(Supplied material Opens)

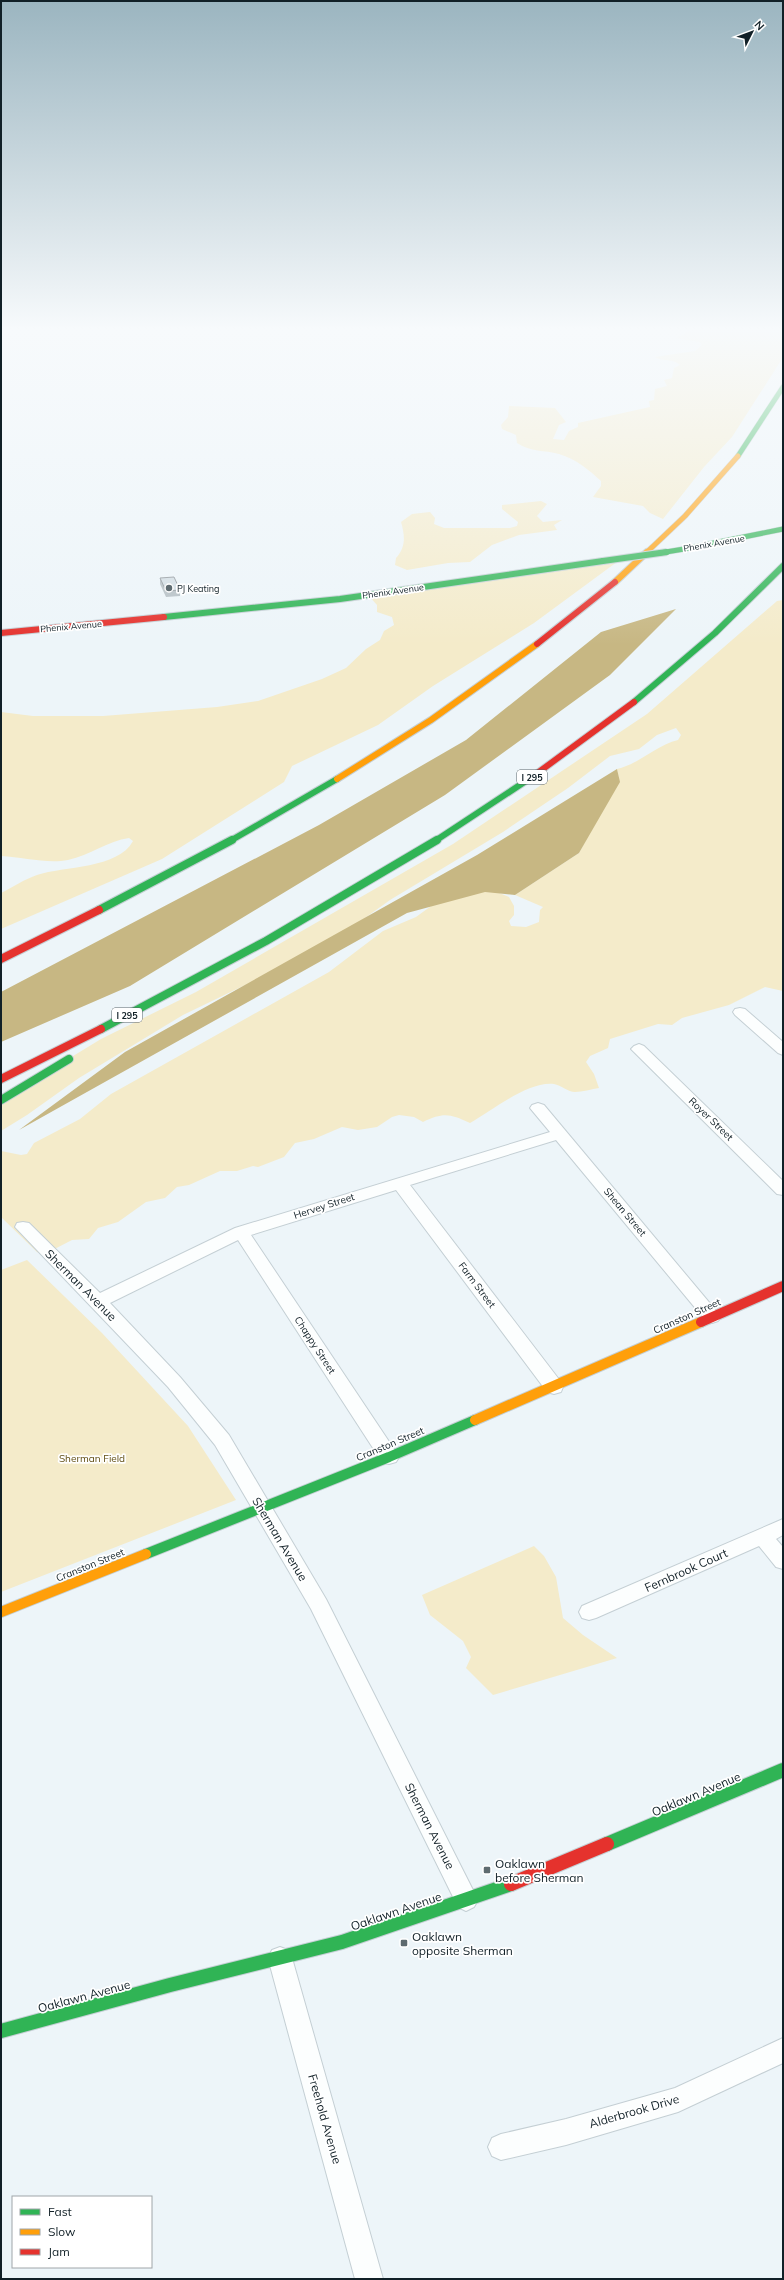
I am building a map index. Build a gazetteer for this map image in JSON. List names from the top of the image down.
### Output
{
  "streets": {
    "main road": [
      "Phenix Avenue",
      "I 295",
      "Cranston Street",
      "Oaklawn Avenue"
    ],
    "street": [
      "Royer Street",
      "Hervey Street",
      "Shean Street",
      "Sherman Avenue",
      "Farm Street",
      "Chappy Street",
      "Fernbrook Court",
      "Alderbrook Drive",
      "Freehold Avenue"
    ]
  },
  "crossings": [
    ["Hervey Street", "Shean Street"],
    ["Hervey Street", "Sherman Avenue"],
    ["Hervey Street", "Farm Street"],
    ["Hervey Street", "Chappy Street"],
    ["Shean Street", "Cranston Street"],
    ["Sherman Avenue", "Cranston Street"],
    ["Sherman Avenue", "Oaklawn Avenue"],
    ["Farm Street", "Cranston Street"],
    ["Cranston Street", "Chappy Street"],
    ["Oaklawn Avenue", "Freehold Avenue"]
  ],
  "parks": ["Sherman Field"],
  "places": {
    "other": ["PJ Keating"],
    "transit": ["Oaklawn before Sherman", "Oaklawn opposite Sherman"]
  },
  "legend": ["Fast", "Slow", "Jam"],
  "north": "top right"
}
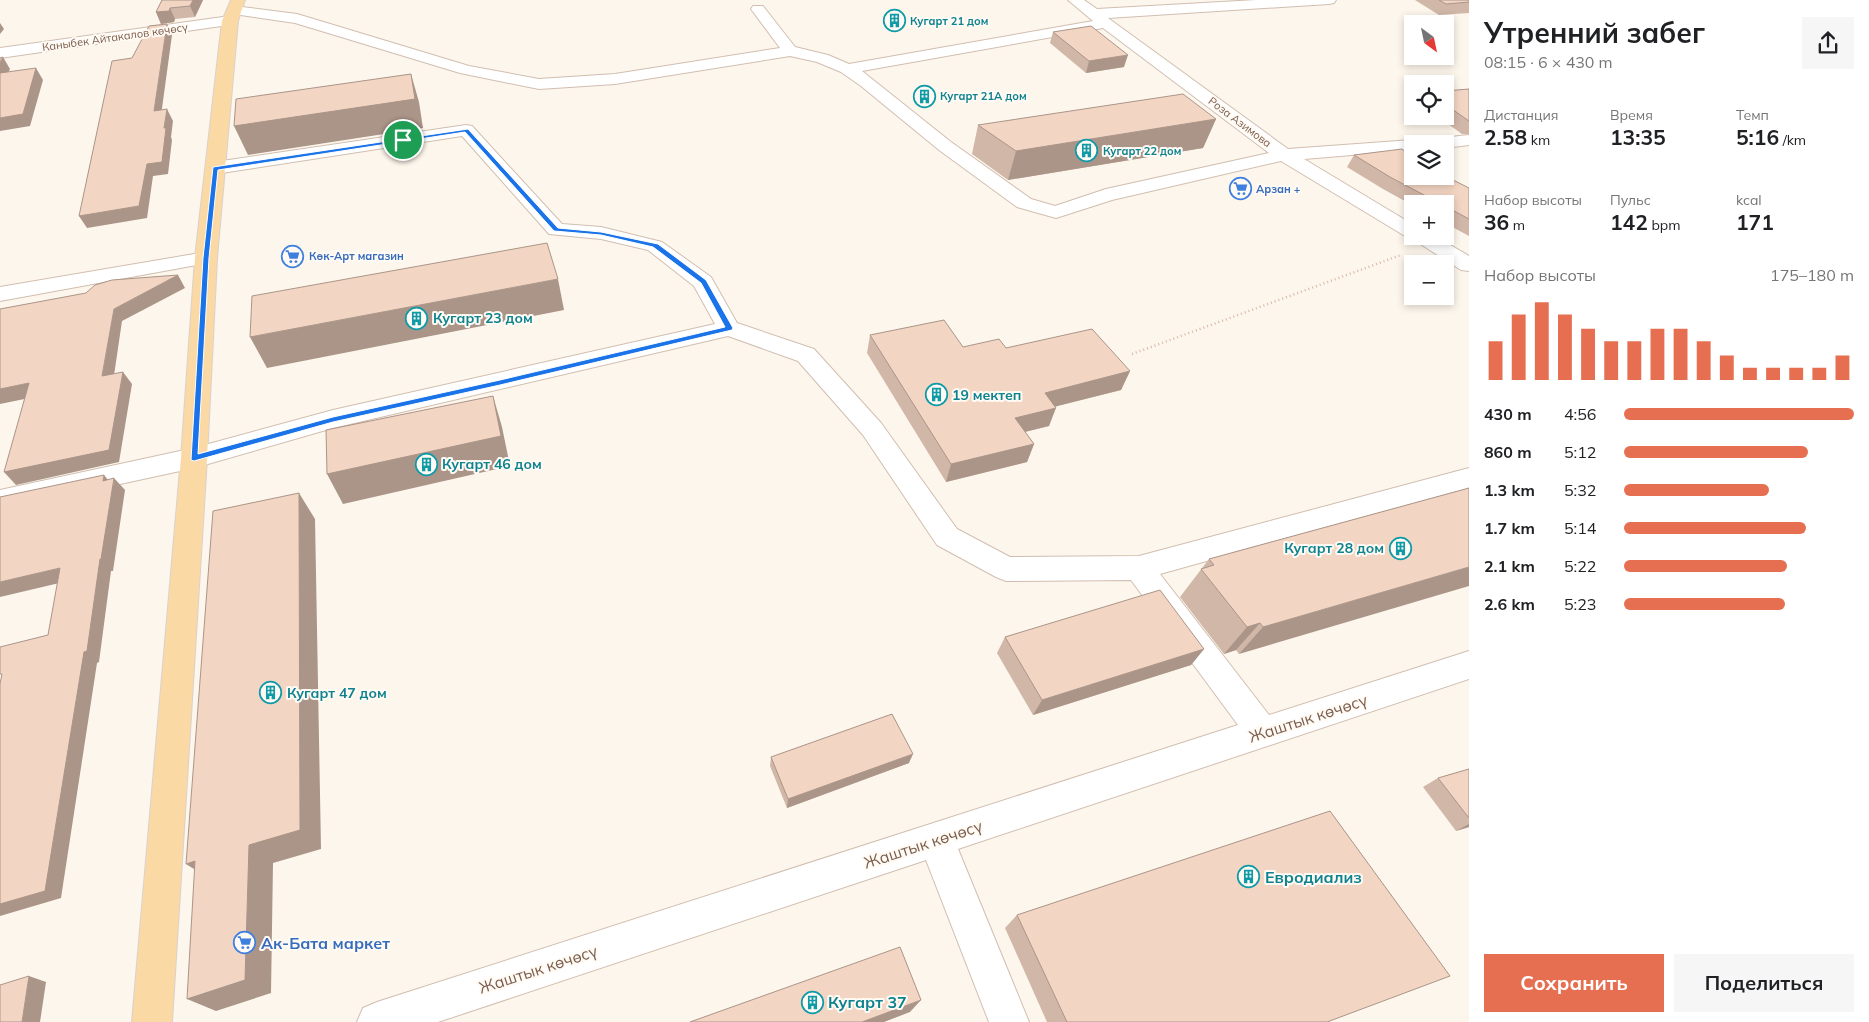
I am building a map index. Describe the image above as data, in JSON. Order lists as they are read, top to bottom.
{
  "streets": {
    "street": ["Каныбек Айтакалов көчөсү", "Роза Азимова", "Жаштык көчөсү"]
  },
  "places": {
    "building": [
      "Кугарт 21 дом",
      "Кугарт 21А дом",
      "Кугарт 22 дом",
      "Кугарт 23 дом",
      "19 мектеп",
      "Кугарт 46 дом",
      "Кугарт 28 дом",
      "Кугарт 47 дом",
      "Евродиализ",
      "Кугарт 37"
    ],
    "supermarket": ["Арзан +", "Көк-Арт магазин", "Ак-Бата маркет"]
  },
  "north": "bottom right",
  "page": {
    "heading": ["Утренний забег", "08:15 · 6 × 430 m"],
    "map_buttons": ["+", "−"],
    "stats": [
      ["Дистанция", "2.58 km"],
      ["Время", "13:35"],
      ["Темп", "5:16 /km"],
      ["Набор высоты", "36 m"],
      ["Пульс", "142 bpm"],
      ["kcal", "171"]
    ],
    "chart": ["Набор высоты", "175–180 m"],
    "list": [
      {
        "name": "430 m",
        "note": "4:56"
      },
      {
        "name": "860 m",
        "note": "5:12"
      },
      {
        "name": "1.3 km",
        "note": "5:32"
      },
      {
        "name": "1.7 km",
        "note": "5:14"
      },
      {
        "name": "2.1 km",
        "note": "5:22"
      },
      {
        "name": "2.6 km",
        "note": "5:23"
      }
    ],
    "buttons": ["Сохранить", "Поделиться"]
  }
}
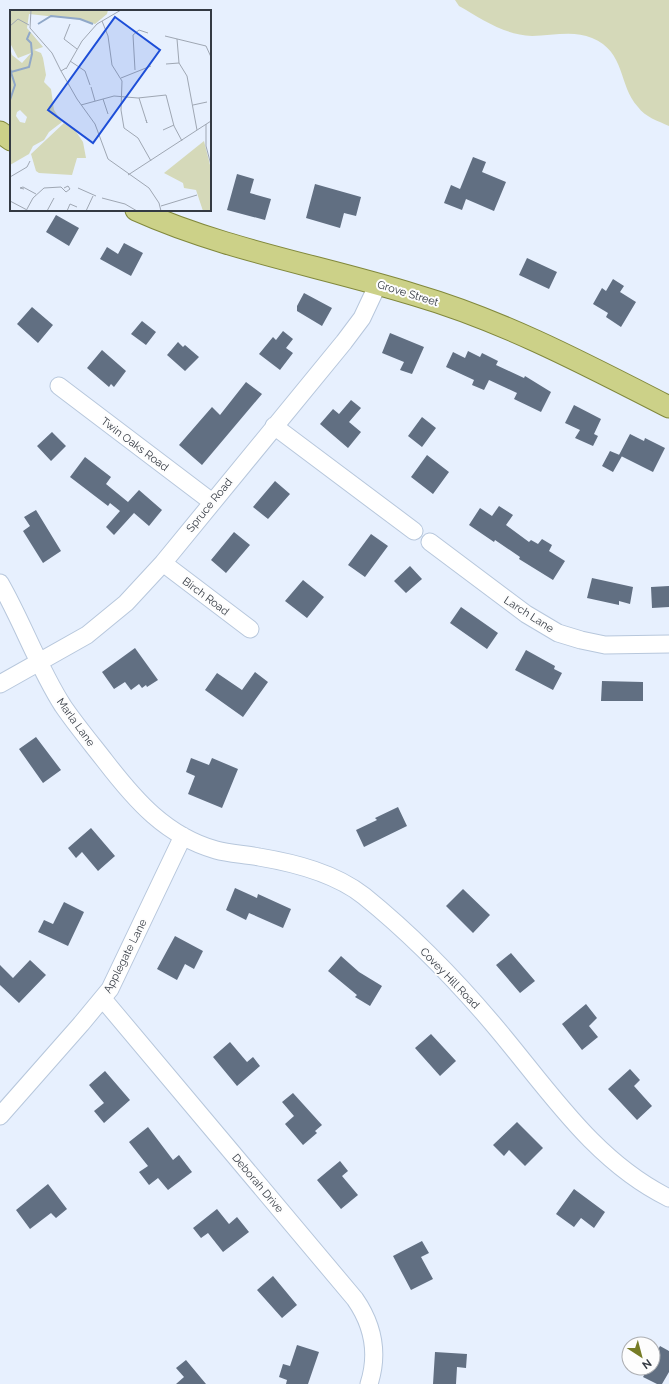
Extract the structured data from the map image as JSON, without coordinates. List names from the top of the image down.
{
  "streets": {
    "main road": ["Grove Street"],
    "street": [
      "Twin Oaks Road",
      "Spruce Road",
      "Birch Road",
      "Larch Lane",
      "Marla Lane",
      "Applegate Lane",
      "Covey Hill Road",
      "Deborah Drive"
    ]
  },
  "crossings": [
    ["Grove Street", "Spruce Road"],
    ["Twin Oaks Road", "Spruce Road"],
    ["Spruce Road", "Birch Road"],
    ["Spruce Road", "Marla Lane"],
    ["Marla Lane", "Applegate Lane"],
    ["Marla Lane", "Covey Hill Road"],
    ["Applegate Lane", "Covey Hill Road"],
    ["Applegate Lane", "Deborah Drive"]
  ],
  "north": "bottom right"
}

(Supplied material Closes)

**Exercise objective:** Where a line of the data holds "Кугарт", show that line.

**Answer:**
      "Кугарт 21 дом",
      "Кугарт 21А дом",
      "Кугарт 22 дом",
      "Кугарт 23 дом",
      "Кугарт 46 дом",
      "Кугарт 28 дом",
      "Кугарт 47 дом",
      "Кугарт 37"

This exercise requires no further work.